Opinion
2013-12-19
Robert S. Dean, Center for Appellate Litigation, New York (Allison Haupt of counsel), for appellant. Cyrus R. Vance, Jr., District Attorney, New York (Martin J. Foncello of counsel), for respondent.
Robert S. Dean, Center for Appellate Litigation, New York (Allison Haupt of counsel), for appellant.Cyrus R. Vance, Jr., District Attorney, New York (Martin J. Foncello of counsel), for respondent.
Judgment, Supreme Court, New York County (Gregory Carro, J.), rendered July 11, 2012, convicting defendant, upon his plea of guilty, of burglary in the third degree, and sentencing him, as a second felony offender, to a term of two to four years, unanimously affirmed.

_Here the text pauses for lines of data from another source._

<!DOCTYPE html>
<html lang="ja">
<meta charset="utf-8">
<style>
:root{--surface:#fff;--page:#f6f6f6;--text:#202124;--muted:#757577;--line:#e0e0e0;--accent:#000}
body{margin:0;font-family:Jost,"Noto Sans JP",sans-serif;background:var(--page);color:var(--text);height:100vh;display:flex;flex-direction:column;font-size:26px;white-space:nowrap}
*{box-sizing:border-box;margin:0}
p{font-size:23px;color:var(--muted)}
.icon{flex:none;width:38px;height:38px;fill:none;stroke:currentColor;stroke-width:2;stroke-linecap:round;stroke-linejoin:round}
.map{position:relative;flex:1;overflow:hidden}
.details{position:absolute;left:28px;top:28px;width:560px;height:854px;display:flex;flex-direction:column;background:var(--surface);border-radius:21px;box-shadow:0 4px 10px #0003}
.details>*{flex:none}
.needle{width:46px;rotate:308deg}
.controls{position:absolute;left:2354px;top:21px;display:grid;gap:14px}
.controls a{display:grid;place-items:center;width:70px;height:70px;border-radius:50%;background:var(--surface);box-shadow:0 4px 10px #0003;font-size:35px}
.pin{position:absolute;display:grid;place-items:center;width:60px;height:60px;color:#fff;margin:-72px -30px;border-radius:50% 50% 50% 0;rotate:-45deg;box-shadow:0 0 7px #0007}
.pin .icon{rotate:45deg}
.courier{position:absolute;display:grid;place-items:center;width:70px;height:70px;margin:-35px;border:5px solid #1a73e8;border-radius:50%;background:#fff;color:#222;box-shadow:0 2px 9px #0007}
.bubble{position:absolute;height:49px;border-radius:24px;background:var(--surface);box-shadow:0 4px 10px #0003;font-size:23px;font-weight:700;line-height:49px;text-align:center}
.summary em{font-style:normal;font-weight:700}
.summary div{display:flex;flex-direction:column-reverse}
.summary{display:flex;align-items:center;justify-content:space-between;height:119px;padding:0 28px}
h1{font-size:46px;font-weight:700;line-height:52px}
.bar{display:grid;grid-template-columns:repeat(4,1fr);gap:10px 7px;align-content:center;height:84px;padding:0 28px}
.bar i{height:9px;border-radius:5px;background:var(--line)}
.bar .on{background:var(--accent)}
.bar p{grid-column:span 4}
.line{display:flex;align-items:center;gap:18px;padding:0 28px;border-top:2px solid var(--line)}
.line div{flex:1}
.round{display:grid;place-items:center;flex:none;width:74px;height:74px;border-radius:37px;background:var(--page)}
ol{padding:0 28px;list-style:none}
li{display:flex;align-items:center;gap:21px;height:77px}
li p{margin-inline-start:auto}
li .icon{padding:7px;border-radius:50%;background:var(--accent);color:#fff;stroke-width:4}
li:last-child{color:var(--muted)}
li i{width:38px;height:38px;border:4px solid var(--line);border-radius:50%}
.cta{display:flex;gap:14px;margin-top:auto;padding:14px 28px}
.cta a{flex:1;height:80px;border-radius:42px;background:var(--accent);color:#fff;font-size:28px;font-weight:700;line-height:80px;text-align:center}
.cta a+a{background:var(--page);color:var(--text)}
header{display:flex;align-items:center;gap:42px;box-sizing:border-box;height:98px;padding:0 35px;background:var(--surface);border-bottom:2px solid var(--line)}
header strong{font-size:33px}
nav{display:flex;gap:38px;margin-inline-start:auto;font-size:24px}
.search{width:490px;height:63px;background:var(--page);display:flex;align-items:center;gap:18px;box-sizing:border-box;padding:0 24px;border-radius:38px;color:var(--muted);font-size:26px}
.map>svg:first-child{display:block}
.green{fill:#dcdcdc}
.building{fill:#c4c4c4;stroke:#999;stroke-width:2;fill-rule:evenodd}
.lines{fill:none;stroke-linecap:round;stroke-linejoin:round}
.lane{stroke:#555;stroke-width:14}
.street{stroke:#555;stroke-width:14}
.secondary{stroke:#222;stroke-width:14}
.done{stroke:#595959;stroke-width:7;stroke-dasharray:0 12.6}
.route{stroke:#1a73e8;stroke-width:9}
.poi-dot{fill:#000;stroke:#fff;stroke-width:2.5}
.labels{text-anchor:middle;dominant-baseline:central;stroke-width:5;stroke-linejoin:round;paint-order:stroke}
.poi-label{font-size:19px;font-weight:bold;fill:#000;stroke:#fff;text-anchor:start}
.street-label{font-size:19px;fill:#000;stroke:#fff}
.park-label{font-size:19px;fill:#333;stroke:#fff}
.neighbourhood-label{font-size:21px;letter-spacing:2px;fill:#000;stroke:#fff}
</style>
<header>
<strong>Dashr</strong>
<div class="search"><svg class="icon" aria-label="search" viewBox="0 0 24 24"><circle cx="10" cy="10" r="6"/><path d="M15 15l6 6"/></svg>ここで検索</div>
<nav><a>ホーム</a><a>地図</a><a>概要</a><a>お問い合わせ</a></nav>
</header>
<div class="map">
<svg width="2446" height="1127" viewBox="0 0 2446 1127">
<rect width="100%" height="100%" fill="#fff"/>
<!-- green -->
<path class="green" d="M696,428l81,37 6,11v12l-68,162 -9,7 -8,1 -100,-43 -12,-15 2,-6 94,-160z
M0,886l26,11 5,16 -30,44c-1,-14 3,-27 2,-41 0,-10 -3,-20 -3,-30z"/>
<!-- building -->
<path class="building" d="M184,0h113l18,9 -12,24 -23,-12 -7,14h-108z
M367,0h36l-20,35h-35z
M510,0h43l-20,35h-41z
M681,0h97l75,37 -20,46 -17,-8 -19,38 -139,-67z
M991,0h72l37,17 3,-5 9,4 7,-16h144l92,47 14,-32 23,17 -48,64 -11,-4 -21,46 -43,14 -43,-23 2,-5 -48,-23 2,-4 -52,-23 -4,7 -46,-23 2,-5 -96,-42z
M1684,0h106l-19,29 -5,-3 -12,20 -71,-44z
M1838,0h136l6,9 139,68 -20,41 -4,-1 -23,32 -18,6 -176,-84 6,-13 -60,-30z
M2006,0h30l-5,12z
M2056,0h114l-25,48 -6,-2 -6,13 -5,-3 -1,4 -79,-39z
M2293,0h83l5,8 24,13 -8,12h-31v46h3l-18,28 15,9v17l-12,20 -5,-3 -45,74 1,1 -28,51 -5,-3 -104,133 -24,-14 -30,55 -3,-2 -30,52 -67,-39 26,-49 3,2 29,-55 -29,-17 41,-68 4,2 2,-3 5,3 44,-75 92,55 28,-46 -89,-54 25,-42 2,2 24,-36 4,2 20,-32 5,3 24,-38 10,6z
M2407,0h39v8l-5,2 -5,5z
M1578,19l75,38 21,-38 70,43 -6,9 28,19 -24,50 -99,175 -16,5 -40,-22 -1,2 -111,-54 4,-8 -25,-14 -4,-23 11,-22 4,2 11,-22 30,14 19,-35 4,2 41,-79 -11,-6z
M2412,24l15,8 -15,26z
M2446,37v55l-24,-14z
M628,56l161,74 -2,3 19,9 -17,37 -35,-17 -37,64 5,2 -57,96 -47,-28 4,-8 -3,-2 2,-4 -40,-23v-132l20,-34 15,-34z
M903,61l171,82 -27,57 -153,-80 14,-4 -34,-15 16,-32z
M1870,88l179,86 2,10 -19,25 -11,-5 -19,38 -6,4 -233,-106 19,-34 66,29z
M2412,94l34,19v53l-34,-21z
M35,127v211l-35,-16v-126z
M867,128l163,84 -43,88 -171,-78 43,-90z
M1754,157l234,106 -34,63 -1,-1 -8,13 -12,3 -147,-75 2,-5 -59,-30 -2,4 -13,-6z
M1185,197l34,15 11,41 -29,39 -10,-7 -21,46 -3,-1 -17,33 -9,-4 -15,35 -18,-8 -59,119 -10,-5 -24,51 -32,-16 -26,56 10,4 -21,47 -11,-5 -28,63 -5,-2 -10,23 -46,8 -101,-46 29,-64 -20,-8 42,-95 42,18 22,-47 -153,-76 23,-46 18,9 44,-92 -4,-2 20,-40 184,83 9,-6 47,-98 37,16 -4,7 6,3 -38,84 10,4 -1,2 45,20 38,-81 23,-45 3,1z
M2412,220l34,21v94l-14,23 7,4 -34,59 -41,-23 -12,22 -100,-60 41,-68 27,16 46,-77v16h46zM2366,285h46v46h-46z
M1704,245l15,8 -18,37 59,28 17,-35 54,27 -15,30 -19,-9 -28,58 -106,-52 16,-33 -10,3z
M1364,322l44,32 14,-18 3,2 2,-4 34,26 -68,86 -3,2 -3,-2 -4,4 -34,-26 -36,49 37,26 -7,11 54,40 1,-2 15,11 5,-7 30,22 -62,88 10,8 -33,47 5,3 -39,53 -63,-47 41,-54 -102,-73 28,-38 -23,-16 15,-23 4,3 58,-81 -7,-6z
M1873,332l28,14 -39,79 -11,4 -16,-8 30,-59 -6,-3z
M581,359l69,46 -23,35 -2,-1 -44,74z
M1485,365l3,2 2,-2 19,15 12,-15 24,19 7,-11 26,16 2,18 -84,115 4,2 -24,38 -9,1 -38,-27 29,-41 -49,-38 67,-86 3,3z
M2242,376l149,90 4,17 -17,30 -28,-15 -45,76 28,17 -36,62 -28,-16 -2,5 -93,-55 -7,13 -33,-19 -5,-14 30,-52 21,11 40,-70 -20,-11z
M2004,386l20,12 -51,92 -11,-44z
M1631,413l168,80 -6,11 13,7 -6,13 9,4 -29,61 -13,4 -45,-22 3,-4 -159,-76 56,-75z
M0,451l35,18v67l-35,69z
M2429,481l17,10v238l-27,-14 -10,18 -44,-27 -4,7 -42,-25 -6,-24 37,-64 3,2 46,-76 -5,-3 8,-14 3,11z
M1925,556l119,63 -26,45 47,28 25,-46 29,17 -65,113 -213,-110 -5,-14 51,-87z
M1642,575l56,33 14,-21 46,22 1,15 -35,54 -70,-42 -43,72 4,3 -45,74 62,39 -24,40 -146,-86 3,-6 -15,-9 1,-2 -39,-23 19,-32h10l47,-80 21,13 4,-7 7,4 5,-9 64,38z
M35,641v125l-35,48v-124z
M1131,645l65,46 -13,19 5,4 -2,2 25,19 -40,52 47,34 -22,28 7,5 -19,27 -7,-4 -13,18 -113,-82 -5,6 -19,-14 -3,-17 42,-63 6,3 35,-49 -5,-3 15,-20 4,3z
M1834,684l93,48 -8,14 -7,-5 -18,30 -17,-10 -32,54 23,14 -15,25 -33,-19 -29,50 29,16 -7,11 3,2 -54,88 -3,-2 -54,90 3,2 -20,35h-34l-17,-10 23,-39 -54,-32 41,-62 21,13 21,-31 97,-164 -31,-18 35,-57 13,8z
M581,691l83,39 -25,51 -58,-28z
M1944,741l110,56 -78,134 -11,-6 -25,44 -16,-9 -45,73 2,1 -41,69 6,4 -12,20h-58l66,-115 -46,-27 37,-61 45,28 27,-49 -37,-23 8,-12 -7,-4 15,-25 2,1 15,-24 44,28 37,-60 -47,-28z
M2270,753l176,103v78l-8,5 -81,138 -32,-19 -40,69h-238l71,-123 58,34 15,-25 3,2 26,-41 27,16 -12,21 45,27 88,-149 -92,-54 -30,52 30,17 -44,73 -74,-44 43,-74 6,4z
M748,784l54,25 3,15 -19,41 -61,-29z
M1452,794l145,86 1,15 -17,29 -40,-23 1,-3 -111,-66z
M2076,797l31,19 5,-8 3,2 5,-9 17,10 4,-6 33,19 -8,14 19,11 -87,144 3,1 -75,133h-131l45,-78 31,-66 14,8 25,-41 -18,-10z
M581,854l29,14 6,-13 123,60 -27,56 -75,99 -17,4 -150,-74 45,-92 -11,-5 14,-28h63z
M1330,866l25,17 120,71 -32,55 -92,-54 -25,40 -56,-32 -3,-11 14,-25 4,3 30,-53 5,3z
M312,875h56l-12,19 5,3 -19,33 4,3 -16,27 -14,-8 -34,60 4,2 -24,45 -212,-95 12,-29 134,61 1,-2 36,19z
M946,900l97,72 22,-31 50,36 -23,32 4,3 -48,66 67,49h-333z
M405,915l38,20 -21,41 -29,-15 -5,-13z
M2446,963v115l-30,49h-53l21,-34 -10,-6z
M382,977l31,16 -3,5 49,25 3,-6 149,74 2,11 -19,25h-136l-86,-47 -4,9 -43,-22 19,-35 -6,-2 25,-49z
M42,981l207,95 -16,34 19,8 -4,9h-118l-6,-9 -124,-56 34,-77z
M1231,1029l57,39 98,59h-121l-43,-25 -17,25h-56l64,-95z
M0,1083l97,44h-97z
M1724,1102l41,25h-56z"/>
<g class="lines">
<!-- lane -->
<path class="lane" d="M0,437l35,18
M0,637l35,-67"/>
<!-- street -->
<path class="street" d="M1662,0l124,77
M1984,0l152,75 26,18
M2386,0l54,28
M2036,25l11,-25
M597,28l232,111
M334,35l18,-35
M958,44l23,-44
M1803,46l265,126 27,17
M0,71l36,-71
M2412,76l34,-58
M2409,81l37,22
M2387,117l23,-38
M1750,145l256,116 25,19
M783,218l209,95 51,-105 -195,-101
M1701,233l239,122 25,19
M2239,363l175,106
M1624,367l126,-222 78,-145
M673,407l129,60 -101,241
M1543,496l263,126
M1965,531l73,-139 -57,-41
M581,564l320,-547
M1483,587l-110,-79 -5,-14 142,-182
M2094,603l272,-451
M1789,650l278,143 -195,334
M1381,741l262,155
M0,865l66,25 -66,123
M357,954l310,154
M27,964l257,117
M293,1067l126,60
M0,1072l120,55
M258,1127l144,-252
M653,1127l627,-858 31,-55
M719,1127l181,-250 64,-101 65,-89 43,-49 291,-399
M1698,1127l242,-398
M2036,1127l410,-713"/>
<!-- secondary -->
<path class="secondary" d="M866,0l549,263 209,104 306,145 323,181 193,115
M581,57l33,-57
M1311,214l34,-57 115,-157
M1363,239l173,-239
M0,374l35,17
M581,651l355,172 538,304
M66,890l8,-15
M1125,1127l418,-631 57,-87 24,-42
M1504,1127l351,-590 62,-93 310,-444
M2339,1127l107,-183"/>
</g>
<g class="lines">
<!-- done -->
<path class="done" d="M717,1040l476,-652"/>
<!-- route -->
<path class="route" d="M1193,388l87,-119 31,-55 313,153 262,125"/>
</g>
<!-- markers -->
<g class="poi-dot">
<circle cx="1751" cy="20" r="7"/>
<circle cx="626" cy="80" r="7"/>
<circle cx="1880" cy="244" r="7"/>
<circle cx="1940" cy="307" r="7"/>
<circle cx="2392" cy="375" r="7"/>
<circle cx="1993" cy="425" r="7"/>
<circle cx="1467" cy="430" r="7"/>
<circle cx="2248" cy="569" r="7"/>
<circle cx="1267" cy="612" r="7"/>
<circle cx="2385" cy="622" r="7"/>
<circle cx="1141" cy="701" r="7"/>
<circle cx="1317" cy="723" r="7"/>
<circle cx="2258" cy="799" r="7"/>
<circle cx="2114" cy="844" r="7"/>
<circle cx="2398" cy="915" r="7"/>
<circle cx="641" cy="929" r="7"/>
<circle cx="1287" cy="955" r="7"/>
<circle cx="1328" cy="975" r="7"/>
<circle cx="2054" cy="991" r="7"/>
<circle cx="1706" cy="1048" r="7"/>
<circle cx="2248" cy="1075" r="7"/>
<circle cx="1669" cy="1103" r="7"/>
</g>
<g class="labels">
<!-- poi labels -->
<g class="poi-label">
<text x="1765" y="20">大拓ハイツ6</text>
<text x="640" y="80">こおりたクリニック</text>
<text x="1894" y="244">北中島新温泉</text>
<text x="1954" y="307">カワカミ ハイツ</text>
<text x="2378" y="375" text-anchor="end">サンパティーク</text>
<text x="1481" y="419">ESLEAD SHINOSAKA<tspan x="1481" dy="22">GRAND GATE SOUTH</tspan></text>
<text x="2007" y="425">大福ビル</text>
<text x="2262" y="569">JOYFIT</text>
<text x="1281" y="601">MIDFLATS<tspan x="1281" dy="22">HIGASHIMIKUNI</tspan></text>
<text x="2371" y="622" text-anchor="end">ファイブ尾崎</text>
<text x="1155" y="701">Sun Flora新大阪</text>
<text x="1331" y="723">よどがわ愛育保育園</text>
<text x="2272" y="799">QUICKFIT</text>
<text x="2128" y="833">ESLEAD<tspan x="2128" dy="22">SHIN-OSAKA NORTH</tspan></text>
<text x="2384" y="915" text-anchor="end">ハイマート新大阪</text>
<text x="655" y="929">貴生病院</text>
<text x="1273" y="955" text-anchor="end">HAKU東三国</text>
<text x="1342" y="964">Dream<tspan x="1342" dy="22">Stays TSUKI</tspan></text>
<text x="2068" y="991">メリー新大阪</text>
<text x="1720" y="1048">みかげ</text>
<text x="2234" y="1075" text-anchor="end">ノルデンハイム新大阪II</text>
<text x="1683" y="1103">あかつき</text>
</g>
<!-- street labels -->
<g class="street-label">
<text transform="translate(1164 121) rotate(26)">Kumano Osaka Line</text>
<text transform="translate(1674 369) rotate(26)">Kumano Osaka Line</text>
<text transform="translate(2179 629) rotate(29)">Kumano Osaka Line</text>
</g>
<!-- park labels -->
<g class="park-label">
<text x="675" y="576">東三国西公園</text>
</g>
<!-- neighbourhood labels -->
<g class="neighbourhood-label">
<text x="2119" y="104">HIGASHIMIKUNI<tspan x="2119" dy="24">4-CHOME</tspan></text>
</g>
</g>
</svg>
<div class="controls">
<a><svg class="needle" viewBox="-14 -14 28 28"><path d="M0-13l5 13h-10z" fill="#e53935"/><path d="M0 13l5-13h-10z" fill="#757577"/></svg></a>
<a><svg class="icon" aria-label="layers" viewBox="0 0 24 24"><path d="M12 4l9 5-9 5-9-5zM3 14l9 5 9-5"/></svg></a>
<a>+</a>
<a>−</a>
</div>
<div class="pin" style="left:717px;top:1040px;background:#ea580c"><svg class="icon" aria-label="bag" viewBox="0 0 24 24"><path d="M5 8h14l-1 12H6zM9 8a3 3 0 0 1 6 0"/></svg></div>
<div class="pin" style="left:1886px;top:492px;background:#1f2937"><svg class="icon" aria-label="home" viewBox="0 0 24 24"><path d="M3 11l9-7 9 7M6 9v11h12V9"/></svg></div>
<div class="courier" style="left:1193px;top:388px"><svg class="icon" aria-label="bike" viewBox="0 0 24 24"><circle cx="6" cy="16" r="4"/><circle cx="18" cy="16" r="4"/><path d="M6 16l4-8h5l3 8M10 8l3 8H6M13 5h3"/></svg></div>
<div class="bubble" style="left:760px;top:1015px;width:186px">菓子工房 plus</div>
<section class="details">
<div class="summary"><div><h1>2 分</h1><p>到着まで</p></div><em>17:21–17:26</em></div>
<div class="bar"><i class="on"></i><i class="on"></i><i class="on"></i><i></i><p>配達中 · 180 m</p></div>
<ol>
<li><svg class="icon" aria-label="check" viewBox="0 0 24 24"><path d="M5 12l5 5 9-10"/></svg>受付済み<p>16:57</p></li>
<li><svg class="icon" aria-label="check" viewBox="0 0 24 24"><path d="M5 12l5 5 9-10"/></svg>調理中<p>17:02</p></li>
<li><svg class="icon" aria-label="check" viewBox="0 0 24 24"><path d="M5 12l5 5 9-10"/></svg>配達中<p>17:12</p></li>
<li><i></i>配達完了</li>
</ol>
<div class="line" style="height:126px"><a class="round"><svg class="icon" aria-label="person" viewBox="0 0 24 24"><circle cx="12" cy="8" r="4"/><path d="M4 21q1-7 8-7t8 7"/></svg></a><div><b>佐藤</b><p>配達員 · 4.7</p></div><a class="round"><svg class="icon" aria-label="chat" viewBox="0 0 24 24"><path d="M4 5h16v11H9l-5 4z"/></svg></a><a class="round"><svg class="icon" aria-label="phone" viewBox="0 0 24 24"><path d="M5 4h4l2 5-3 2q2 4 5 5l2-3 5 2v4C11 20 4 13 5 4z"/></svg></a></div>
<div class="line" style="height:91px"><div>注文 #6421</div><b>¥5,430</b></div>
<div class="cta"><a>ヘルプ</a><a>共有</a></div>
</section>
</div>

Although we conclude that the issue was not foreclosed by defendant's guilty plea ( see People v. DeYoung, 95 A.D.3d 71, 940 N.Y.S.2d 306 [2d Dept.2012] ), we find that the court properly exercised its discretion in summarily denying defendant's request for an alcohol and substance abuse evaluation and related proceedings pursuant to CPL 216.05. Such an evaluation is permissive ( Matter of Carty v. Hall, 92 A.D.3d 1191, 939 N.Y.S.2d 609 [3d Dept.2012] ), and the court was not required to make explicit findings as to why it summarily denied the request. Given the colloquy between the court, prosecutor and defense counsel, it is clear that the court determined that defendant's very extensive criminal record, including numerous felony convictions, made him an unsuitable candidate for a judicial diversion program, regardless of what an evaluation might reveal. There is no basis for disturbing that determination. TOM, J.P., ANDRIAS, SAXE, DeGRASSE, RICHTER, JJ., concur.